Start of Block

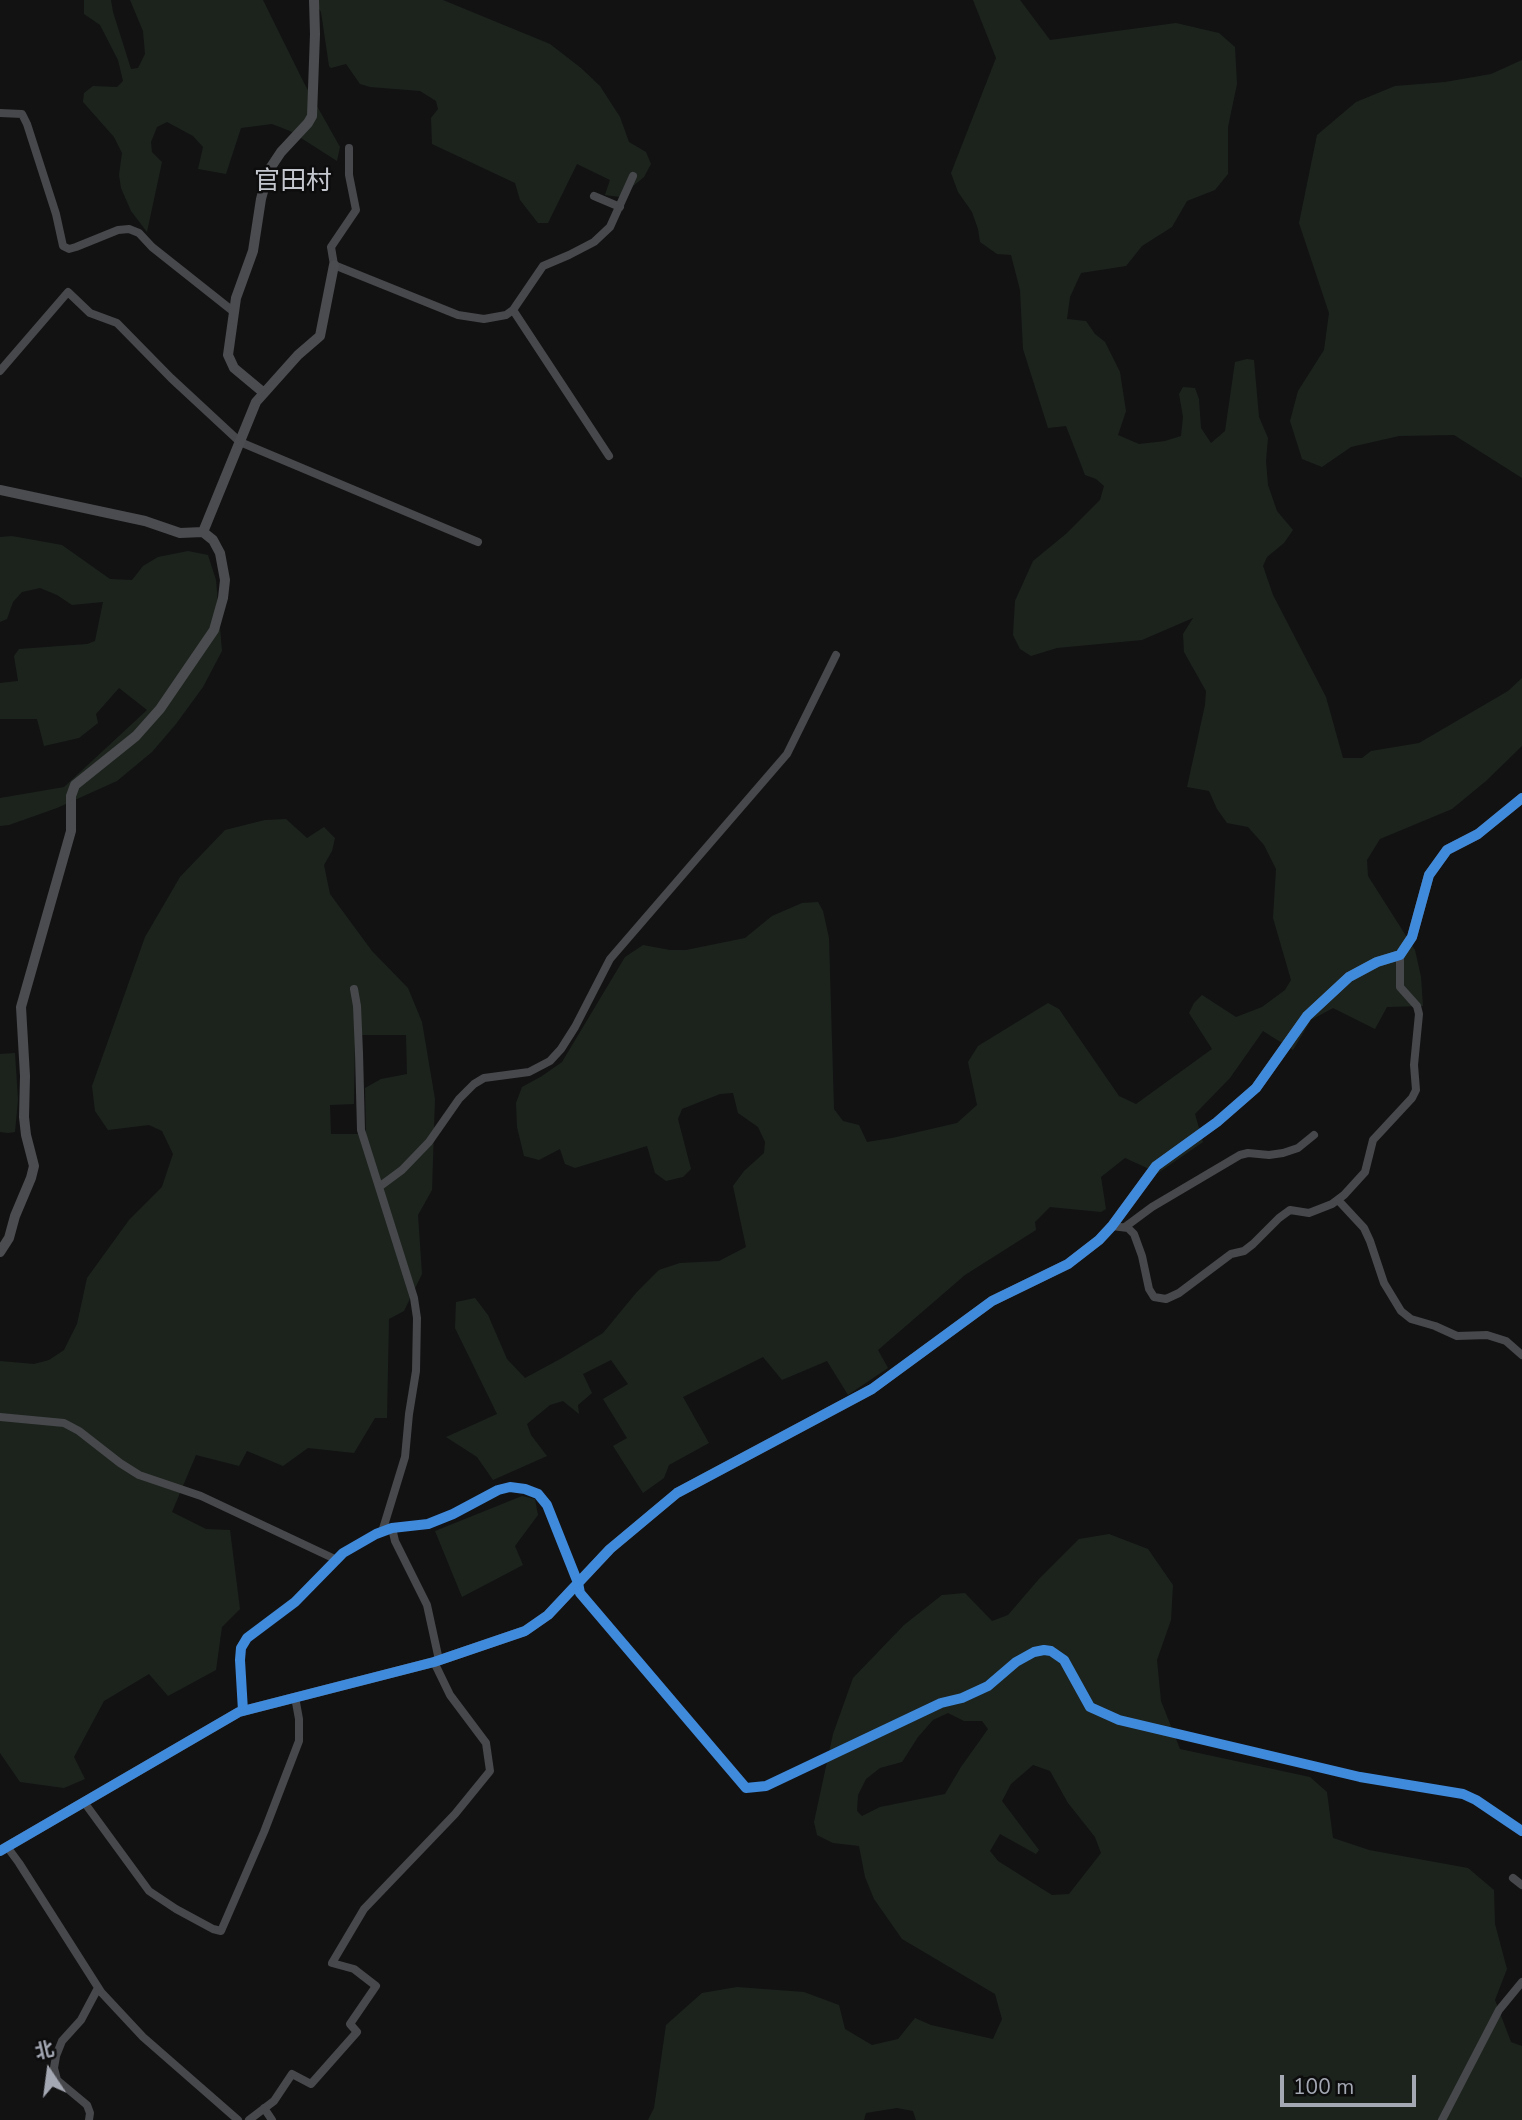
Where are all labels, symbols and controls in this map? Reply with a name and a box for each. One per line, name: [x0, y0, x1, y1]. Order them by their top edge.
district label: 官田村: [254, 167, 332, 199]
north arrow: [14, 2036, 84, 2106]
text: 北: [32, 2036, 56, 2065]
scale bar: [1284, 2060, 1420, 2104]
text: 100 m: [1293, 2073, 1354, 2101]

End of Block

*DIRECTIONS*: Leave every image out when you return the material above word for word.

*SOLUTION TO THIS EXERCISE*:
Where are all labels, symbols and controls in this map? Reply with a name and a box for each. One per line, name: [x0, y0, x1, y1]. Order them by their top edge.
district label: 官田村: [254, 167, 332, 199]
north arrow: [14, 2036, 84, 2106]
text: 北: [32, 2036, 56, 2065]
scale bar: [1284, 2060, 1420, 2104]
text: 100 m: [1293, 2073, 1354, 2101]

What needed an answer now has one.